We highly recommend that you keep notes about your work, so that you have a written record you can refer to in preparing your report.
Live variables analysis
The include/live_vregs.h
header file implements
global live variables analysis for virtual registers.
The include/live_mregs.h
header file implements global
live variables analysis for machine registers.
You may find these analyses useful for determining which instructions
are safe to eliminate after local optimizations are applied.

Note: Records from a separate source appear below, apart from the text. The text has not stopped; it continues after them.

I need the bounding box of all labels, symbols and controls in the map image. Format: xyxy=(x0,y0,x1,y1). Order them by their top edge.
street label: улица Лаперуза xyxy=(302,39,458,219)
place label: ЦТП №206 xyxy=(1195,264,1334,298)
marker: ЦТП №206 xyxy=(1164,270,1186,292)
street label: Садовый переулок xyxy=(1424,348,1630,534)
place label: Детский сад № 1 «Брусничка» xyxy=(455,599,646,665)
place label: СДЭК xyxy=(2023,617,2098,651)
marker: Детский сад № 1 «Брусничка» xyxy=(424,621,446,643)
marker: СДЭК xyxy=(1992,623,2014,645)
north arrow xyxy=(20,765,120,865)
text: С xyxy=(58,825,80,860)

You can see the results of live variables analysis by running the compiler program
using the -h -D liveness
command line options (for liveness of
virtual registers) or -D liveness
(omitting -h
means we’re running
the live machine registers analysis on low-level code.)
For example:
$ASSIGN05_DIR/nearly_cc -h -D liveness input/example02.c
The command above should result in a printout of the basic blocks of the high-level code for each function, with each instruction (and the beginning and end of each basic block) being annotated with a set of virtual registers which are alive.
To use LiveVregs
as part of an optimization would look something like this:
// in the .h file
class MyOptimization : public ControlFlowGraphTransform {
private:
LiveVregs m_live_vregs;
public:
MyOptimization(std::shared_ptr<ControlFlowGraph> cfg);
~MyOptimization();
virtual std::shared_ptr<InstructionSequence>
transform_basic_block(std::shared_ptr<InstructionSequence> orig_bb);
};
// in the .cpp file
MyOptimization::MyOptimization(std::shared_ptr<ControlFlowGraph> cfg)
: ControlFlowGraphTransform(cfg)
, m_live_vregs(cfg) {
m_live_vregs.execute();
}
MyOptimization::~MyOptimization() {
}
std::shared_ptr<InstructionSequence>
MyOptimization::transform_basic_block(std::shared_ptr<InstructionSequence> orig_bb) {
// ...
}
For example, let’s say you are implementing dead store elimination as a subclass
of ControlFlowGraphTransform
. In the transform_basic_block
function
you might have code that looks something like this:
std::shared_ptr<InstructionSequence> result_iseq =
std::make_shared<InstructionSequence>();
for (auto i = orig_bb->cbegin(); i != orig_bb->cend(); ++i) {
Instruction *orig_ins = *i;
bool preserve_instruction = true;
if (HighLevel::is_def(orig_ins)) {
Operand dest = orig_ins->get_operand(0);
LiveVregs::FactType live_after =
m_live_vregs.get_fact_after_instruction(orig_bb, orig_ins);
if (!live_after.test(dest.get_base_reg()))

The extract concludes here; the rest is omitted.